To evaluate the efficacy and safety of balugrastim compared to pegfilgrastim

Intervention Characteristics/Basic Study Process

Patients were randomized to receive either once per cycle 40–50 mg balugrastim or 6 mg pegfilgrastim by subcutaneous injection 24 hours after administration of chemotherapy. Blood samples were obtained twice weekly after post-nadir absolute neutrophil count (ANC) was greater than two, and temperature was measured twice daily.

Sample Characteristics

  • N = 238
  • MEAN AGE = 49.9 years
  • MALES: 0.04%, FEMALES: 99.6%
  • KEY DISEASE CHARACTERISTICS: Patients with breast cancer. Approximately one-third had metastatic disease.
  • OTHER KEY SAMPLE CHARACTERISTICS: Patients were excluded if they had received more than one prior chemotherapy cycle.

Setting

  • SITE: Multi-site  
  • SETTING TYPE: Not specified  
  • LOCATION: Russia and Ukraine

Phase of Care and Clinical Applications

  • PHASE OF CARE: Active antitumor treatment

Study Design

  • Open-label randomized noninferiority trial

Measurement Instruments/Methods

  • Duration of severe neutropenia defined as ANC < 0.5 x 109/L
  • Incidence of febrile neutropenia (oral temp ≥ 38.2 C)
  • Time to ANC nadir
  • Duration and depth of ANC nadir
  • Time to ANC recovery
  • National Cancer Institute Common Terminology Criteria for Adverse Events (NCI CTCAE) version 3.0

Results

Difference in duration of severe neutropenia was less than one day between balugrastim and pegfilgrastim, and was similar in both dosages of balugrastim. Duration and incidence of severe neutropenia were reduced in subsequent cycles in all groups. There were no significant differences in incidence of febrile neutropenia. In cycle one, time to ANC recovery was shorted in the balugrastim group (2.0–2.1 days versus 2.6 days, p = 0.005). Adverse effects were similar in both groups.

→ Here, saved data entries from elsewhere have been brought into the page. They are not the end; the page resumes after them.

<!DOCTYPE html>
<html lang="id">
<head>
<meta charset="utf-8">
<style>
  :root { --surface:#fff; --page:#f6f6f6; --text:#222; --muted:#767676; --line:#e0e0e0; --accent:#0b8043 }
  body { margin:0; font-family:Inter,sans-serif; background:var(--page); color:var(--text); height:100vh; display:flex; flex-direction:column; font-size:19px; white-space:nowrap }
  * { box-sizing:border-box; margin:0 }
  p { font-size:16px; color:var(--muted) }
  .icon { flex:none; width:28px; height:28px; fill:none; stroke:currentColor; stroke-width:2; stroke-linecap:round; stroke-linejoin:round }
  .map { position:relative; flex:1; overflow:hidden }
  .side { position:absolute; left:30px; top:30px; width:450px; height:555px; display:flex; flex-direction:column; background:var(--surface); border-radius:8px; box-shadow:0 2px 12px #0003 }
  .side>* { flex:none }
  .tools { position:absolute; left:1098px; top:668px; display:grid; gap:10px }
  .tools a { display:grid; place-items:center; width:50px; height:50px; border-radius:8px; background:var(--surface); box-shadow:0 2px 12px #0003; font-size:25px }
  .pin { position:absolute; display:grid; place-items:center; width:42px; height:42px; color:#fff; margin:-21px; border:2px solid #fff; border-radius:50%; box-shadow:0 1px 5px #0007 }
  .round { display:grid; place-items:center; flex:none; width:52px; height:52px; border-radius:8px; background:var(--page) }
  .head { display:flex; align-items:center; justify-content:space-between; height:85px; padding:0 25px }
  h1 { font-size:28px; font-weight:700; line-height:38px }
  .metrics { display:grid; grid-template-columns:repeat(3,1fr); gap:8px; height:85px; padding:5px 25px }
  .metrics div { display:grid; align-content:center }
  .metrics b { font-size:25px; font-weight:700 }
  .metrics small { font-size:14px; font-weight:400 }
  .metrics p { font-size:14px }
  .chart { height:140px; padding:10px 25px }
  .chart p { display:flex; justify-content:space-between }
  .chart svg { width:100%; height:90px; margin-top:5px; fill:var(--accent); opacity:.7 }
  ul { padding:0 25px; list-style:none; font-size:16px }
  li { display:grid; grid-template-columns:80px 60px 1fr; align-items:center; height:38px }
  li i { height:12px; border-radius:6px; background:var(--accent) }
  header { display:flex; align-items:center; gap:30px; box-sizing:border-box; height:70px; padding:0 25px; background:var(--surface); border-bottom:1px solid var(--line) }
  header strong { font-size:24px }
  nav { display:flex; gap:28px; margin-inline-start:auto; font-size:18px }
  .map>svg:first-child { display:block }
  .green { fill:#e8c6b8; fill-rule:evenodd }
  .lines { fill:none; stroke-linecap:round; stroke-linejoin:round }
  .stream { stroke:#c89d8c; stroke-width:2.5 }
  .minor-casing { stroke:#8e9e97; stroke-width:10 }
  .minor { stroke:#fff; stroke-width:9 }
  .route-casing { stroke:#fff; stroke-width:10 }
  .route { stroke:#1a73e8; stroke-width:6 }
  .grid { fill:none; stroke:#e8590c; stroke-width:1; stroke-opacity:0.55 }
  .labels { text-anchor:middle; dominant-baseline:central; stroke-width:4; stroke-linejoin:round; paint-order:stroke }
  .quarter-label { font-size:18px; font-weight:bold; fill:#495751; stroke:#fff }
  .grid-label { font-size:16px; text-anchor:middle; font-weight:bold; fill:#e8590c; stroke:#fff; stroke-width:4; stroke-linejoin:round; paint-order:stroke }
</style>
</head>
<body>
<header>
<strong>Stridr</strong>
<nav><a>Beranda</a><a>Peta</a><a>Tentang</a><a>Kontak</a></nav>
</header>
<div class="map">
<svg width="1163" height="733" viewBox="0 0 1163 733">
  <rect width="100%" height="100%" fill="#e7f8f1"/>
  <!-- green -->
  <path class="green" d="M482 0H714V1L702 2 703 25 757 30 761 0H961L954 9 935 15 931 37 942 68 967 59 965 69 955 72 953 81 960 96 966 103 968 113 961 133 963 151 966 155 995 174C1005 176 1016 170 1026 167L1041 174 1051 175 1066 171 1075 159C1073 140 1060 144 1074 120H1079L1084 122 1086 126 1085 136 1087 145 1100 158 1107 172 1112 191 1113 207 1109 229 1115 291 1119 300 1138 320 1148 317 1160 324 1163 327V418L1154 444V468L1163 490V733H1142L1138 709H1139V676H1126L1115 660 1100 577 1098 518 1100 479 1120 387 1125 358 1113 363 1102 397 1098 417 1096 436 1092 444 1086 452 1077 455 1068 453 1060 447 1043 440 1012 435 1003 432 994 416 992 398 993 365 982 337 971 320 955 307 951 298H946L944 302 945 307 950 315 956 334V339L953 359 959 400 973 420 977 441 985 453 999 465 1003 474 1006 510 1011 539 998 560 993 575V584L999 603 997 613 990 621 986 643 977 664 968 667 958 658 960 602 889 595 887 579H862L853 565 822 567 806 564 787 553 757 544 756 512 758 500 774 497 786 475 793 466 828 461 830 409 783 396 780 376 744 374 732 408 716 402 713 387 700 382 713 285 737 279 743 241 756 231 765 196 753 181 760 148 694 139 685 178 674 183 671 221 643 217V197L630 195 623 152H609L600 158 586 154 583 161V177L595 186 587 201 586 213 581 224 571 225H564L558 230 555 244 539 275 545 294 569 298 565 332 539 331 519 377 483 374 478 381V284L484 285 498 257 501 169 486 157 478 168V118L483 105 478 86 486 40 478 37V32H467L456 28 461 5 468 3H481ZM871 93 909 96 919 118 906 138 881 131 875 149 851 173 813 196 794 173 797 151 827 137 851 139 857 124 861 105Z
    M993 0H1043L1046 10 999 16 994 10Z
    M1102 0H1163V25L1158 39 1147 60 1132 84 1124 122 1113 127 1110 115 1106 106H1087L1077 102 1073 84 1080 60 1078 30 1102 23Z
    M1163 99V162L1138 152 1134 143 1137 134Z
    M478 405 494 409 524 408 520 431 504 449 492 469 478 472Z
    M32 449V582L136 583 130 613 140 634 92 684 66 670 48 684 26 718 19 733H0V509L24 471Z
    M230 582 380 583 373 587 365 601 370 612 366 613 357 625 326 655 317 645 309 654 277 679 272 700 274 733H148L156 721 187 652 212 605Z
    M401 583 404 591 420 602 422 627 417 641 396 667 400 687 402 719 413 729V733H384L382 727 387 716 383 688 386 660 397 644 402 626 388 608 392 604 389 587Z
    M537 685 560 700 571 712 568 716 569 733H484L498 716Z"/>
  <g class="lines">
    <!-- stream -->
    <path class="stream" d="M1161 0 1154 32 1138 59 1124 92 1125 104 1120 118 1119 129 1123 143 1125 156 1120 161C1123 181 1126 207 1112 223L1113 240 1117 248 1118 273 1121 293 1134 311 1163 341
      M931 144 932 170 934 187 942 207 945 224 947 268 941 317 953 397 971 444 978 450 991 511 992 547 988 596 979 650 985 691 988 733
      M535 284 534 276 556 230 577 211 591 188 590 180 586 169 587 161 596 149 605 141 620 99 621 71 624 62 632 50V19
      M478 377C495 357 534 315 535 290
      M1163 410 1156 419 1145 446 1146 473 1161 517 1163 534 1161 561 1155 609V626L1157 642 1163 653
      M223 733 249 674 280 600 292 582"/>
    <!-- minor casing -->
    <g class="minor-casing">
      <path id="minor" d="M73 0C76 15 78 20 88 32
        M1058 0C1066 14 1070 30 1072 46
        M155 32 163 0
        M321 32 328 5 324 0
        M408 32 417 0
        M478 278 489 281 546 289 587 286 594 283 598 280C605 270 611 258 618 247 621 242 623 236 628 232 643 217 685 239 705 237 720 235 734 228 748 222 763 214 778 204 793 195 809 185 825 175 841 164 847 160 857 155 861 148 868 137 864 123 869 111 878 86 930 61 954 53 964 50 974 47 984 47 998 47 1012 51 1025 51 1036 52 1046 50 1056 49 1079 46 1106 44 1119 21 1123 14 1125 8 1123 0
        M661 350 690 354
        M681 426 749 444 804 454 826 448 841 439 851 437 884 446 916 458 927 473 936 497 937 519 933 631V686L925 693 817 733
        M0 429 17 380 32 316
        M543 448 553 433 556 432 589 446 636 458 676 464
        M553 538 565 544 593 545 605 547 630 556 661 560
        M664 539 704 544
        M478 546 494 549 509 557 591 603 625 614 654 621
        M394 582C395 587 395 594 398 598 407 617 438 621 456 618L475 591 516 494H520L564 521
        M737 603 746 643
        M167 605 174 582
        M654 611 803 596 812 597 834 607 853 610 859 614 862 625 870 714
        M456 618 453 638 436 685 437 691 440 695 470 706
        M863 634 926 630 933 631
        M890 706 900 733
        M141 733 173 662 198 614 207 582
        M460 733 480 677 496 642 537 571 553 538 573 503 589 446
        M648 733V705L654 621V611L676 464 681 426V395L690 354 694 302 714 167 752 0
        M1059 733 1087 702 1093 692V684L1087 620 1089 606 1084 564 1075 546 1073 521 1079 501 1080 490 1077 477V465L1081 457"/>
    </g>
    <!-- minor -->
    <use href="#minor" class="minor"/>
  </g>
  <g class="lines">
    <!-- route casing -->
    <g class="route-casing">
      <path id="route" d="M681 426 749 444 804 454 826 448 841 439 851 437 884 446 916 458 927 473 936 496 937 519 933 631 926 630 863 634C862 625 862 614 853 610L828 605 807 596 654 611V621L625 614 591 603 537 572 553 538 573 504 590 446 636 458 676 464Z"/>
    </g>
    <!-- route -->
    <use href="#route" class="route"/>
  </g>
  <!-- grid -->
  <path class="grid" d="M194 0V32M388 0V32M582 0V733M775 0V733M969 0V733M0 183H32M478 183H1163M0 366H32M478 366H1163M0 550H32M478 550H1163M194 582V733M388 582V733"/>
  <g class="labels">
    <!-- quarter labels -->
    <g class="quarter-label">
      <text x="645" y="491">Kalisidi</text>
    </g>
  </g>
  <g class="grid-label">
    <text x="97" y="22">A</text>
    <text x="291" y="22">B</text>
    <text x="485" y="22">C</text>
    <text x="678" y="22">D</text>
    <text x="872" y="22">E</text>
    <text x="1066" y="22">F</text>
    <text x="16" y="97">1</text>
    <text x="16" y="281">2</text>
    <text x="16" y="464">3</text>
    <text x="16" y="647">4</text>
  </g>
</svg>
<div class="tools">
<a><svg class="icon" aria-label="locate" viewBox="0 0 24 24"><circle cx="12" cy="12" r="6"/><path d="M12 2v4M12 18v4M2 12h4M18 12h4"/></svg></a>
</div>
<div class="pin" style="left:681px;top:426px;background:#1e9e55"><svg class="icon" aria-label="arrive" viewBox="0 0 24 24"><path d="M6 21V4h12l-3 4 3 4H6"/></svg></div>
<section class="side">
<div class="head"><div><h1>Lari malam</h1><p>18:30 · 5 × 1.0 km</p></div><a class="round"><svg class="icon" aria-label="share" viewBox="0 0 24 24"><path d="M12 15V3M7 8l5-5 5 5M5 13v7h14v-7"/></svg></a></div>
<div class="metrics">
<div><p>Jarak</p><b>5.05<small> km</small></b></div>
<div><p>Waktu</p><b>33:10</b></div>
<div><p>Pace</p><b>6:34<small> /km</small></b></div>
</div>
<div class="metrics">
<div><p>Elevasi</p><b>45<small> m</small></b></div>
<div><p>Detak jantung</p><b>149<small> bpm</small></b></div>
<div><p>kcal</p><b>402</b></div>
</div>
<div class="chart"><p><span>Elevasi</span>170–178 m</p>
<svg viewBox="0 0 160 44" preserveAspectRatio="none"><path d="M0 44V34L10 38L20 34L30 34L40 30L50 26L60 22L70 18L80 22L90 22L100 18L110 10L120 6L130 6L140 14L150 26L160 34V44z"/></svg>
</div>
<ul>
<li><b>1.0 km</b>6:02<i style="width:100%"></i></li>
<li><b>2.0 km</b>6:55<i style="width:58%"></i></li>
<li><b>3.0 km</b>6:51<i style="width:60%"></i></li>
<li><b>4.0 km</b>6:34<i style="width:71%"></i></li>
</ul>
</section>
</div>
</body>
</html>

Presence of antibodies to the medication was similar in both groups.

Conclusions

A single fixed dose of balugrastim was not inferior to pegfilgrastim for management of neutropenia.

Limitations

  • Risk of bias (no blinding)

 

Nursing Implications

Balugrastim is an effective alternative to pegfilgrastim in patients with breast cancer receiving myelosuppressive chemotherapy. A single fixed dose per cycle was as effective as pegfilgrastim. Further research comparing various colony-stimulating factors (CSFs) and biosimilar agents are needed to continue to identify the most acceptable and cost-effective methods for hematopoetic support in patients receiving myelosuppressive chemotherapy with a high risk of febrile neutropenia.